The incubation proposal is yet to be formally submitted, but Jagielski told The H that everything that Oracle owned the copyright to will be donated and relicensed under the Apache Licence 2.0. There are a number of external dependencies on GPL and LGPL licensed libraries that the podling will need to work to resolve, either by replacement or relicensing by arrangement.

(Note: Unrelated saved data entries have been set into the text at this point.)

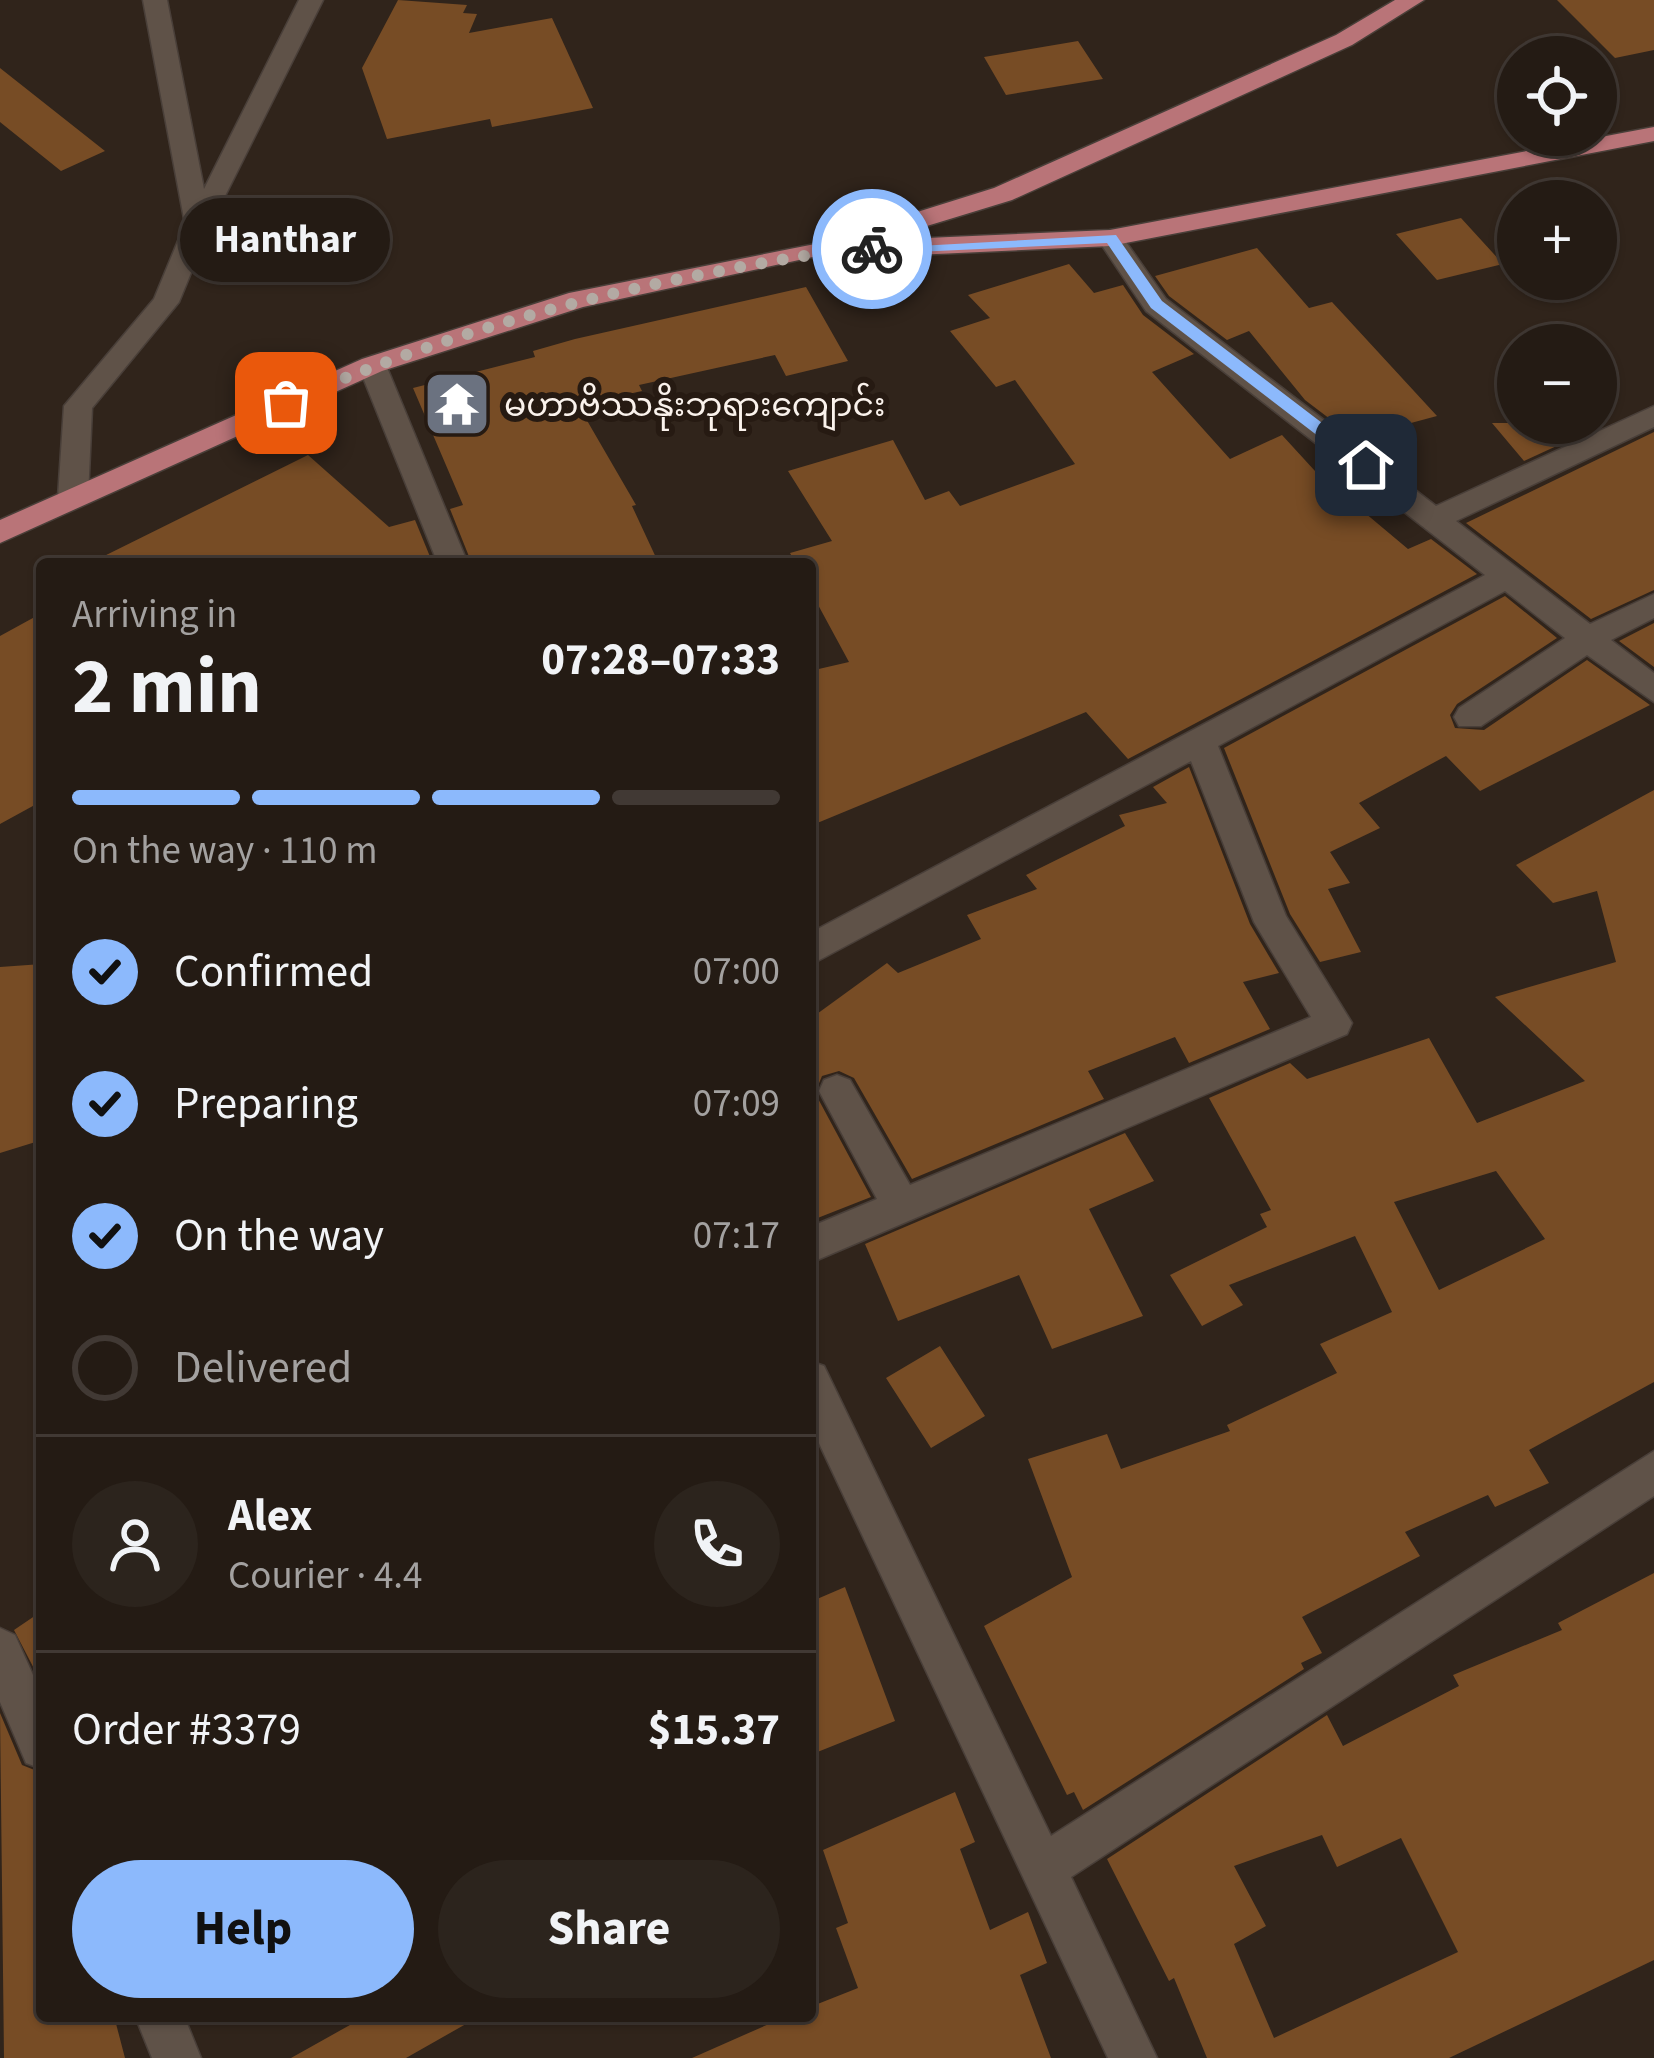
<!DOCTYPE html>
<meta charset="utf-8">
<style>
body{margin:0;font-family:"Source Sans 3","Noto Sans Myanmar",sans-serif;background:#2c241d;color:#f1f3f6;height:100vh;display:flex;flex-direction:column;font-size:45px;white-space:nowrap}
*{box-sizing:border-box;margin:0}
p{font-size:39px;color:#a3a1a0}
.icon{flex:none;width:66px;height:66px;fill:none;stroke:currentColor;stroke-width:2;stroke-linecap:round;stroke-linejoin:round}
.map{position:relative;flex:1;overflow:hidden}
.side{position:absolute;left:36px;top:558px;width:780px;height:1464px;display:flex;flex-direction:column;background:#241b14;border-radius:12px;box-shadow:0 3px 9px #0004,0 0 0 3px #413934}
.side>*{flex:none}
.tools{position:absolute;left:1497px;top:36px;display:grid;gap:24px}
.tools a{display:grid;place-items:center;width:120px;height:120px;border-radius:50%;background:#241b14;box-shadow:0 3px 9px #0004,0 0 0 3px #413934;font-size:60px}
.pin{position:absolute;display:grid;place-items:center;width:102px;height:102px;color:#fff;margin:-51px;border-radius:24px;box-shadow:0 6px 18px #0006}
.courier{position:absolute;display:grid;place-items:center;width:120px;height:120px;margin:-60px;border:9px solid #8cb9fc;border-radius:50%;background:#fff;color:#222;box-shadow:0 3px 15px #0007}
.bubble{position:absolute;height:84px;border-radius:42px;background:#241b14;box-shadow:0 3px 9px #0004,0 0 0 3px #413934;font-size:39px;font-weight:700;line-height:84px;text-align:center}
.head em{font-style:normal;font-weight:700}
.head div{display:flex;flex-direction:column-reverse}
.head{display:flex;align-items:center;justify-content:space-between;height:204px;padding:0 36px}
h1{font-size:78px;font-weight:700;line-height:90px}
.bar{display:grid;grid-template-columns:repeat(4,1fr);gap:18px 12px;align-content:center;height:144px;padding:0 36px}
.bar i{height:15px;border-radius:9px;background:#413934}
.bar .active{background:#8cb9fc}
.bar p{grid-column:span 4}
.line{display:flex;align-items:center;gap:30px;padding:0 36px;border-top:3px solid #413934}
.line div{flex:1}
.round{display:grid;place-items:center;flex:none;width:126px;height:126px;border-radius:63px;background:#2c241d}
ol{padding:0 36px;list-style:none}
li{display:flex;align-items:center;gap:36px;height:132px}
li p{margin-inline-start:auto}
li .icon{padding:12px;border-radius:50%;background:#8cb9fc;color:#111;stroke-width:4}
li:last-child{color:#a3a1a0}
li i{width:66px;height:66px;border:6px solid #413934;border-radius:50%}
.action{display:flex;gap:24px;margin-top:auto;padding:24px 36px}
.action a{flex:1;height:138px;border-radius:72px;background:#8cb9fc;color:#111;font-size:48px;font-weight:700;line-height:138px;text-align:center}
.action a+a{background:#2c241d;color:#f1f3f6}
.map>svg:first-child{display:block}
.building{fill:#774c25;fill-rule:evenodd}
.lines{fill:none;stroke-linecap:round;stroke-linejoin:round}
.minor-casing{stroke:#493f39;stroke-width:3}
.major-casing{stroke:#493f39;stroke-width:3}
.minor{fill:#5f5248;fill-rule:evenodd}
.major{fill:#b97478;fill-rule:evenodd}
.route{fill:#8cb9fc}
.done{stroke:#b3aaa3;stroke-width:12;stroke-dasharray:0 21.6}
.labels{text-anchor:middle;stroke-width:12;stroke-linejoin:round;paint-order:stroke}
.far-poi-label{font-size:33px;fill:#faf2ec;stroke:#261a12;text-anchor:start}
</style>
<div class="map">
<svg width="1654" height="2058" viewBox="0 0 1654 2058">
<rect width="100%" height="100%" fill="#30241b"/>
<path class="building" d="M398,0L467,5L463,13L477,14L469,33L552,18L593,108L492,127L490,119L387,139L362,68Z
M1557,0H1654V50L1615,58Z
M1078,41L1103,79L1006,95L984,57Z
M0,68L105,151L61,171L0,122Z
M1461,218L1503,264L1437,280L1396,234Z
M1257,248L1309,308L1332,302L1437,416L1355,438L1305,400L1249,331L1227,340L1169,296L1155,276Z
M1069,264L1094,293L1123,285L1143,315L1194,354L1152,372L1230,459L1282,435L1315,471L1408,549L1431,539L1477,574L1128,759L1086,712L810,826V671L849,662L810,590V564H796L790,553L832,541L788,471L893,440L925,500L949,491L960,506L1075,464L1015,380L996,387L950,331L990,318L968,295Z
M806,287L848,361L786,376L775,355L639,385L642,391L578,405L636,505L632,506L659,564H472L450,509L463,505L413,388L535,357L533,351L575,339Z
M1492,423H1579L1587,432L1524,461Z
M1654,432V590L1591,619L1466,523Z
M308,455L389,527L415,520L433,564H88Z
M1505,596L1557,638L1457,704L1450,715L1455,728L1484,730L1587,660L1650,705L1480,791L1446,756L1359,803L1380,828L1330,852L1350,883L1328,889L1361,952L1320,962L1290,914L1224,748Z
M42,613V801L0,824V636Z
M1654,623V667L1619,641Z
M1189,767L1250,924L1279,973L1243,982L1270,1029L1189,1063L1175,1037L1088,1071L1104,1099L912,1179L854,1078L839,1071L822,1076L815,1093L871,1197L810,1221V1019L887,963L898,973L981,939L967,915L1037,889L1026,875L1125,826L1119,815L1167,803L1153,787Z
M1654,790V1382L1529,1450L1549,1483L1495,1507L1488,1495L1405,1532L1420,1556L1302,1617L1322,1653L1301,1663L1304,1669L1083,1810L1074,1792L1067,1795L984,1626L1072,1577L1028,1459L1107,1434L1121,1469L1230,1431L1227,1425L1337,1373L1320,1344L1392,1312L1355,1236L1229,1285L1243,1305L1202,1326L1170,1275L1267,1227L1260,1214L1271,1210L1209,1098L1290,1063L1307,1079L1429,1038L1477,1123L1585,1081L1495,997L1616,962L1597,891L1553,903L1516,865ZM1496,1171L1545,1239L1439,1290L1394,1202Z
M42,964V1140L0,1153V967Z
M1125,1133L1154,1181L1089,1209L1143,1316L1052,1349L1019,1275L898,1321L865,1244Z
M940,1346L985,1416L931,1448L886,1378Z
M1654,1573V1960L1449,2058H1207L1174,1978L1169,1981L1107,1859L1327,1715L1343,1746L1459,1686L1453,1675L1562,1630L1558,1623ZM1322,1835L1337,1867L1401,1838L1458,1952L1274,2038L1234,1944L1266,1926L1234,1866Z
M845,1587L895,1721L810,1755V1602Z
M42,1611V1684L14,1630Z
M0,1713L22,1765L42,1773V2016H114L125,2058H4Z
M955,1792L975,1842L960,1849L990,1930L1028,1912L1047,1963L1020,1975L1051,2058H692L787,2016H810V2007L858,1988L836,1928L848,1923L823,1850Z
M366,2016H480L406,2058H291Z"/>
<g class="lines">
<defs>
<path id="minor" d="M143,0H167L204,189L299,0H323L211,224L179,302L92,408L88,497L73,507L58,497L64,406L154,299L185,224Z
M1110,230L1119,232L1166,299L1436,506L1654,406V427L1456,521L1590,624L1654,594V618L1611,640L1654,673V702L1587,655L1481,726H1459L1454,717L1459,708L1565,638L1505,591L1218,746L1286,916L1352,1023L1347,1034L810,1263V1227L877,1199L819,1091L824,1080L837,1075L850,1080L910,1185L1311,1017L1254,922L1191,761L810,965V933L1485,575L1146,311L1097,238Z
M372,356L386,365L468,564H438L358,365Z
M810,1361L824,1366L1051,1836L1654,1451V1496L1071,1877L1157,2058H1108L810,1424Z
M0,1628L15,1635L42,1695V1769L26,1763L0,1702Z
M135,2016H184L201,2058H152Z"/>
<path id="major" d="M1395,0H1424L1352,45L1012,200L881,240L1110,230L1654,127V141L1110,246L871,257L859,247L583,307L382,371L0,543V520L362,359L569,293L815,244L994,188L1336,35Z"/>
</defs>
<use href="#minor" class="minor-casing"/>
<use href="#major" class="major-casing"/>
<use href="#minor" class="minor"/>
<use href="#major" class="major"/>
</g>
<path class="route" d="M1116,235L1162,301L1372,461V469H1361L1151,308L1107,243L872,254L864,249Z"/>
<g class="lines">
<path class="done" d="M286,403C419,344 556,303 699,275C757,264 813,252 872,249"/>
</g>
<defs>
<symbol id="temple-square" viewBox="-11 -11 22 22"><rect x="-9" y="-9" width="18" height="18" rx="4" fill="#6b7280" stroke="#261a12"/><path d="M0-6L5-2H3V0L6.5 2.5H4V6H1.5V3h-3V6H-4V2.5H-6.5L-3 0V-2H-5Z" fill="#fff"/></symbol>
</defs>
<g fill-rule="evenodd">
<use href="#temple-square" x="419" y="366" width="76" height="76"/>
</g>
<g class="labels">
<g class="far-poi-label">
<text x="504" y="416">မဟာဗိဿနိုးဘုရားကျောင်း</text>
</g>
</g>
</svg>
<div class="tools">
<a><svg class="icon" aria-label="locate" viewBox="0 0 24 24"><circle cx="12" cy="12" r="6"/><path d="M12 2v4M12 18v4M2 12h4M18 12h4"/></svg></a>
<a>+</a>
<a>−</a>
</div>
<div class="pin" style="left:286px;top:403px;background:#ea580c"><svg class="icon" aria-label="bag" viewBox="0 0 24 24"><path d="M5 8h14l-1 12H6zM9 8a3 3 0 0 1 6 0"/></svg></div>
<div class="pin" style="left:1366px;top:465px;background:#1f2937"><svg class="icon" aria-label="home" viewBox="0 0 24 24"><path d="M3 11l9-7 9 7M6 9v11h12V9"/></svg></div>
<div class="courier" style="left:872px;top:249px"><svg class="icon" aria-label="bike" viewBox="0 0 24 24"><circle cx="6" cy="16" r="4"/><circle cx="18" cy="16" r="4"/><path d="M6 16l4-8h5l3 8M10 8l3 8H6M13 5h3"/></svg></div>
<div class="bubble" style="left:180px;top:198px;width:210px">Hanthar</div>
<section class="side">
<div class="head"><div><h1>2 min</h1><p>Arriving in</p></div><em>07:28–07:33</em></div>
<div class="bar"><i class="active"></i><i class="active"></i><i class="active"></i><i></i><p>On the way · 110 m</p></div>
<ol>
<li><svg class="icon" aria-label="check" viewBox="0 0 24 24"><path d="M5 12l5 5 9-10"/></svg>Confirmed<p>07:00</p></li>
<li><svg class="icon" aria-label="check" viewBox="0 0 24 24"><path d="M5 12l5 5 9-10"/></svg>Preparing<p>07:09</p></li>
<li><svg class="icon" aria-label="check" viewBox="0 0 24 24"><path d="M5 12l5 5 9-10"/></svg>On the way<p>07:17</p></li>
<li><i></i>Delivered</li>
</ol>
<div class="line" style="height:216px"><a class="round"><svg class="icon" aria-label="person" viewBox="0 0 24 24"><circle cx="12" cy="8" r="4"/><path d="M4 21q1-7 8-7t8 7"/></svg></a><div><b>Alex</b><p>Courier · 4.4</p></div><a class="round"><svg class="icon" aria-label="phone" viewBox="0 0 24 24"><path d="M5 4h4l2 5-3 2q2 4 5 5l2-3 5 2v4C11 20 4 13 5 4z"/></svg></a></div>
<div class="line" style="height:156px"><div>Order #3379</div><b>$15.37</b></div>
<div class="action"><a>Help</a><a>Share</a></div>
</section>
</div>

IBM appears to also be heavily involved in the process. Kevin Cavanaugh, VP of IBM Collaboration solutions said "We look forward to engaging with other community members to advance the technology beginning with our strong support of the incubation process for OpenOffice at Apache". Rob Weir, IBM's ODF Architect, extended an invitation in his blog to developers to join in the work that would be taking place under the Apache umbrella – "In particular, we need to attract a wide variety of project specialists. This includes C++ programmers (on Linux, Mac and Windows), QA (also on all platforms), help/documentation, UI/UCD, translation/globalization, accessibility, install, etc. Please keep your eyes open for an announcement from Apache in the next week or two, saying that the OpenOffice incubator project has been set up and is ready to accept members".
The Document Foundation (TDF), home of LibreOffice, the LGPL licensed fork of OpenOffice.org launched last year, were less enthusiastic about the move. In a blog posting, Florian Effenberger said TDF would welcome the reuniting of OpenOffice.org and LibreOffice into a single community but it felt that the Apache community had "different expectations and norms – licensing membership and more – to the existing OpenOffice.org and LibreOffice projects" and called it a missed opportunity. On the positive side though, he noted that the Apache Licence 2.0 is compatible with the LGPLv3+ and MPL which would allow TDF "to move the codebase to MPLv2 or future LGPL license versions". Effenberger expected TDF to be in discussions with ASF President Jagielski over the coming months as "we all want to offer corporate and individual users worldwide the best free office suite for enterprise and personal productivity".